The character contest mentioned in the previous blog entry will end on the 20th. I'll release the sketches then.
Today I'll share the basic process of one of my comic pages.
I've been doing webcomics for ten years, though I hit a rough patch of updating while I was in university. However, Spidersilk will celebrate its three year anniversary in September and has been going strong. It was promoted to "featured" on inkblazers.com in February.
Each Spidersilk comic page takes about three and a half to four hours. A very detailed page can take up to five. Since I tend to do scripting and storyboarding altogether before drawing, it is hard to determine the exact amount of time in each page.
The bulk of the comic is monochrome, but first page of each chapter is in color to help readers visualize the world. It is the page that sets many of the colors for the rest of the chapter, and this page is usually more detailed to help set the scene.
I had to draw horses and a city scene for this page. I have drawn only one horse in the past four years and have little experience with city scenes. I've been doing horse sketches to prepare for this chapter, but for the most part I didn't line or color them. I just needed proportions and to get comfortable. (I am not comfortable with them, but I suspect by the end of this chapter I will be!)
Though each step for this page took longer than usual, this is a fairly normal process. After the script I storyboard - lay it all out. I add the dialogue in this step, then hide it. Depending on comfort level, I do two to three sketch layers before inking (digitally).

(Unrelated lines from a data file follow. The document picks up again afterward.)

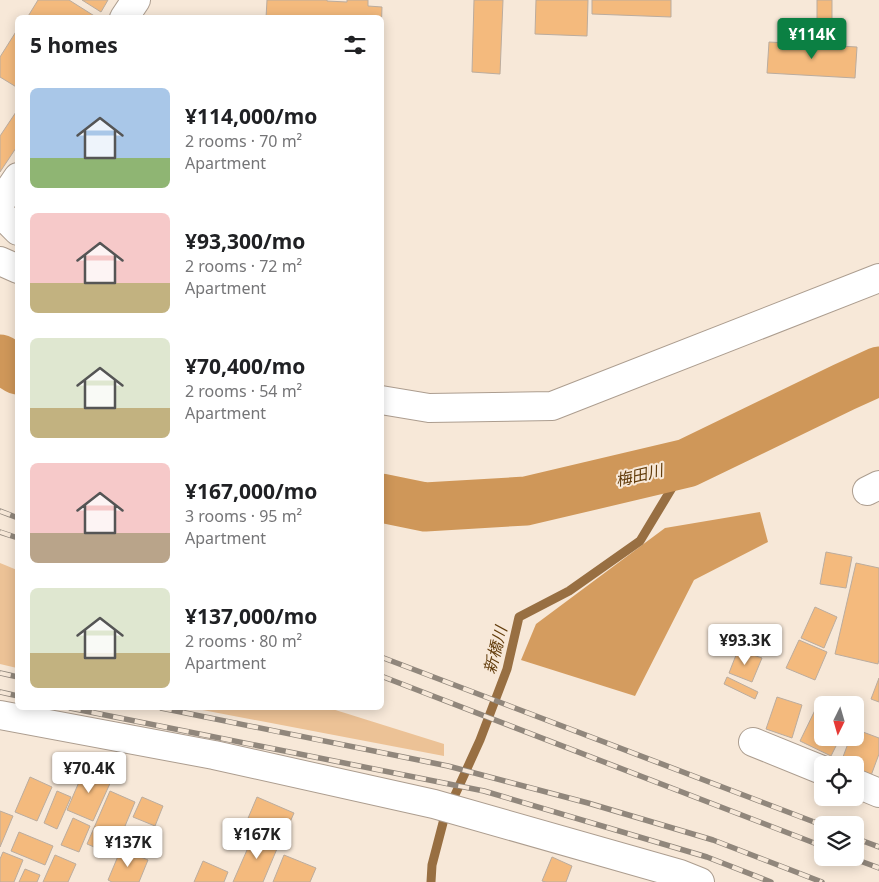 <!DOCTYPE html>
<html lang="en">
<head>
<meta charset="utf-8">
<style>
	body { margin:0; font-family:"Noto Sans","Noto Sans JP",sans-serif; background:#f2f2f2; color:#202124; height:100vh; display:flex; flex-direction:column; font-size:19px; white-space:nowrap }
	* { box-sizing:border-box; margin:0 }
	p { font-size:16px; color:#757577 }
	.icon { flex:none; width:28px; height:28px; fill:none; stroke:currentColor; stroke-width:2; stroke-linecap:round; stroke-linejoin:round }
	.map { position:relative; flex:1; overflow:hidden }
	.sheet { position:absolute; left:15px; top:15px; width:369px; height:695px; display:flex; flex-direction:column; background:#fff; border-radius:8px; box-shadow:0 2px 12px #0003 }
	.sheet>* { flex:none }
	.needle { width:32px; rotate:185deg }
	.tools { position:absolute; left:814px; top:696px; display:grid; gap:10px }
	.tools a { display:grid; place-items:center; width:50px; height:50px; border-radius:8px; background:#fff; box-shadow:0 2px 12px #0003; font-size:25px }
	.price { position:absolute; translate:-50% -42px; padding:0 11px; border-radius:5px; background:#fff; color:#222; font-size:16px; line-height:32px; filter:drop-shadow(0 1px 2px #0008) }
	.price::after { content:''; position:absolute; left:50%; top:30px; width:15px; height:11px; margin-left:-8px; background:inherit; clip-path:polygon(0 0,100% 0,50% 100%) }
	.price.on { background:#0b8043; color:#fff }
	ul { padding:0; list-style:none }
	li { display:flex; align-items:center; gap:15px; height:125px; padding:0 15px }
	li span { display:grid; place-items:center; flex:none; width:140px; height:100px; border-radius:8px; color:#555 }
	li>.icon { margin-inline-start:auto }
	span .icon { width:60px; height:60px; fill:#fffc; stroke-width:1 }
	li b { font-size:21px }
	h2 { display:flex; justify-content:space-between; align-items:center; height:60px; padding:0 15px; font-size:21px }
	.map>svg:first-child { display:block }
</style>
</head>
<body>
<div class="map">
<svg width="879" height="882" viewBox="0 0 879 882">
	<rect width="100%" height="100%" fill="#f7e8d8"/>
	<g fill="#ecc296">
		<path d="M0 563 17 570V668L0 664Z"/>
		<path d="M192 708H329L444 744V756Z"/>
	</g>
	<path fill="#d49c5f" d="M760 512 768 542 694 580 635 696 521 660 536 624 665 528Z"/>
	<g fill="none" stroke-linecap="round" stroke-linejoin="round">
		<path stroke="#986f42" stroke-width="9" d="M431 882 432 865 444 819 480 740 507 669 519 617 569 591 640 541 687 463"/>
		<g stroke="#cf9759" stroke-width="49">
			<path d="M0 359 18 370"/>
			<path d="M381 498 425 507 526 501 687 463 844 387 879 371"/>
		</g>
	</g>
	<g fill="#f4ba7d" stroke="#bbac9e">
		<path d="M38 0H69L96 17 27 18Z"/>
		<path d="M82 0H108L101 12Z"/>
		<path d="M267 0H327V1L347 2V0H368V6L382 7 381 36V18H266Z"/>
		<path d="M474 0H503L500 74 472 72Z"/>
		<path d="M536 0H588L587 36 535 34Z"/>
		<path d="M592 0H671V17L592 14Z"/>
		<rect x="817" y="0" width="15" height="41"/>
		<path d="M17 30 18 31V88L0 77V57Z"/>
		<path d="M769 42 857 47 855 78 767 73Z"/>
		<path d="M18 109V145L0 172V136Z"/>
		<path d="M826 552 852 557 846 588 820 584Z"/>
		<path d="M856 563 879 568V659L878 664 835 654Z"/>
		<path d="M815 607 837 617 824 648 801 638Z"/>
		<path d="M799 640 827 652 815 680 786 668Z"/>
		<path d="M738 650 762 658 752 682 729 673Z"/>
		<path d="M727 677 758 692 755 699 724 684Z"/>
		<path d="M879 678V702L871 699Z"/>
		<path d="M777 697 802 705 792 738 766 729Z"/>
		<path d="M818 704 822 706V738H840L831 756 800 741Z"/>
		<path d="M855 729 879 738V754L869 781 855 775V765H840L850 738H855Z"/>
		<path d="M85 768 112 779 93 821 67 810Z"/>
		<path d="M30 777 52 787 37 821 15 812Z"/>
		<path d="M57 791 71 797 57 829 44 823Z"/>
		<path d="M110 791 135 802 113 855 87 844Z"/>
		<path d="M142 797 163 806 155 826 133 817Z"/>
		<path d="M257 797 294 813 283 838 246 823Z"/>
		<path d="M0 811 13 816 0 847Z"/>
		<path d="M73 818 90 826 79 852 61 845Z"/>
		<path d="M19 832 53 846 45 865 11 851Z"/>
		<path d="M254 834 279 844 263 882H233Z"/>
		<path d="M121 849 148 860 139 882H112L108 880Z"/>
		<path d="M3 852 23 860 14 882H0V859Z"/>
		<path d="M55 855 76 864 68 882H43Z"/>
		<path d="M284 855 316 868 310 882H273Z"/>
		<path d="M552 857 572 866 566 882H546L542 881Z"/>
		<path d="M203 861 228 872 224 882H194Z"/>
		<path d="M25 869 40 875 37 882H19Z"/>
	</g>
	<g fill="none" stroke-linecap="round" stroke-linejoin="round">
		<defs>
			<g id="street">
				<path d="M124 18 136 0"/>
				<path d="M0 203 18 177"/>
				<path d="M0 213 18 231"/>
				<path d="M0 261 18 269"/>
				<path d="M381 400 429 408 552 406 879 278"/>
				<path d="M867 491 879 485"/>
				<path d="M0 715 214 755 434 804 680 874 700 882"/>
				<path d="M753 742 822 770"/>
				<path d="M855 783 879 793"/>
			</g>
		</defs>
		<use href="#street" stroke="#ac9d8f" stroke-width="30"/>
		<use href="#street" stroke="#fff" stroke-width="28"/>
		<defs>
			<g id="rail">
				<path d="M0 511 18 518"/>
				<path d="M0 532 18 538"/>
				<path d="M381 657 822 825"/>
				<path d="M0 673 18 677"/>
				<path d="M381 676 822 846"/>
				<path d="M0 692 18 696"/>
				<path d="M70 708 484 791 707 857 771 882"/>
				<path d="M161 708 448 766 588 803 713 840 822 882"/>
				<path d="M855 838 879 847"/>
				<path d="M852 858 879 868"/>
			</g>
		</defs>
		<use href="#rail" stroke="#91877c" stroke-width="5.5"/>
		<use href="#rail" stroke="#f7e8d8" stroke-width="4" stroke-dasharray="11" stroke-linecap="butt"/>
	</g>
	<g text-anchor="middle" stroke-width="4" stroke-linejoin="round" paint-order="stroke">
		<g font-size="16" font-style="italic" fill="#633d0c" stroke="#f7e8d8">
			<text transform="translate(639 475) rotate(-13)" y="6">梅田川</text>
			<text transform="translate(495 650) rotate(-75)" y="6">新橋川</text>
		</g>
	</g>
</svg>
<div class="tools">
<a><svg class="needle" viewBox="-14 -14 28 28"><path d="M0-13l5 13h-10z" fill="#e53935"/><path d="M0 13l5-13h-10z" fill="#757577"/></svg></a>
<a><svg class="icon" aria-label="locate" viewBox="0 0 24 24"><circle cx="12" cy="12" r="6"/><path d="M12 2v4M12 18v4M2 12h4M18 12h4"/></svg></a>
<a><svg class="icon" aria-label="layers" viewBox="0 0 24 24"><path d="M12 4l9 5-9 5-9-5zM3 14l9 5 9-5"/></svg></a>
</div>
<b class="price on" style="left:812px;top:60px">¥114K</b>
<b class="price" style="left:745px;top:666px">¥93.3K</b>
<b class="price" style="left:89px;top:794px">¥70.4K</b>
<b class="price" style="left:257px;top:860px">¥167K</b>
<b class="price" style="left:128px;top:868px">¥137K</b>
<section class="sheet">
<h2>5 homes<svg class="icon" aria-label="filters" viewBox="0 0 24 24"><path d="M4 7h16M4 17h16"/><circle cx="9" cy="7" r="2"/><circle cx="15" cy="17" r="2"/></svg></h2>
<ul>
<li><span style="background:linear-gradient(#a9c7e8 70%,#8fb573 0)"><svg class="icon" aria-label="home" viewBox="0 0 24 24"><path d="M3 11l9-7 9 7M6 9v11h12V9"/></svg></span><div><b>¥114,000/mo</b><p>2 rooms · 70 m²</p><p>Apartment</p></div></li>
<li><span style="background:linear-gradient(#f6c9c9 70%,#c2b280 0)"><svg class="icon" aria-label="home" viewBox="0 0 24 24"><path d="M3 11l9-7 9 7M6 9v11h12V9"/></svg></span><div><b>¥93,300/mo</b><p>2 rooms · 72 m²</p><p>Apartment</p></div></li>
<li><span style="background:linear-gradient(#dfe7d0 70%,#c2b280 0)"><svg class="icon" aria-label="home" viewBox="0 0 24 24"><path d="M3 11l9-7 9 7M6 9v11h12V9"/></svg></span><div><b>¥70,400/mo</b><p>2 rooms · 54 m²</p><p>Apartment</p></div></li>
<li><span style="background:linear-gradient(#f6c9c9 70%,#b9a48a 0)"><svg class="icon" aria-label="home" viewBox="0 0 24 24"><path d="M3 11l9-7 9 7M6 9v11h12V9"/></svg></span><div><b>¥167,000/mo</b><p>3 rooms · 95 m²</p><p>Apartment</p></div></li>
<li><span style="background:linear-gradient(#dfe7d0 65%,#c2b280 0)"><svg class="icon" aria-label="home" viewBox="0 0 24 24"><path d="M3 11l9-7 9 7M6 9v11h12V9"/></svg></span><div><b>¥137,000/mo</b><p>2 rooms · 80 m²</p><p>Apartment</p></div></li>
</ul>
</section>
</div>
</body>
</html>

After that comes inking. I then add black, and position and fill in the word balloons. From there I add the colors, but since my lines for this comic are not tight I don't use the magic wand bucket-fill option. The coloring process can be time-consuming, especially for the first page.
Below is a slideshow of the image coming from the storyboard/roughs stage to completion. This is the opening page of chapter eleven.
Because I was consulting images of horses and cityscapes often, this page took a few hours longer than usual. As I go through the chapter I will become more comfortable drawing the city and horses.
Below I'll share a sketch compilation of horses (in general) I did around the beginning of the year in anticipation of this chapter. Last, there is a compilation of reference images I used for this page. I generally don't need reference images for most pages (other than ones I made of characters to be certain of facial features/profile/details are correct), but I ended up using quite a few.
In the city scene second from bottom I used green lines to highlight the angles. I have been looking at tutorials on perspective and making cities look organic. Being able to see how this was at work in such a picture helped me draw the basic idea.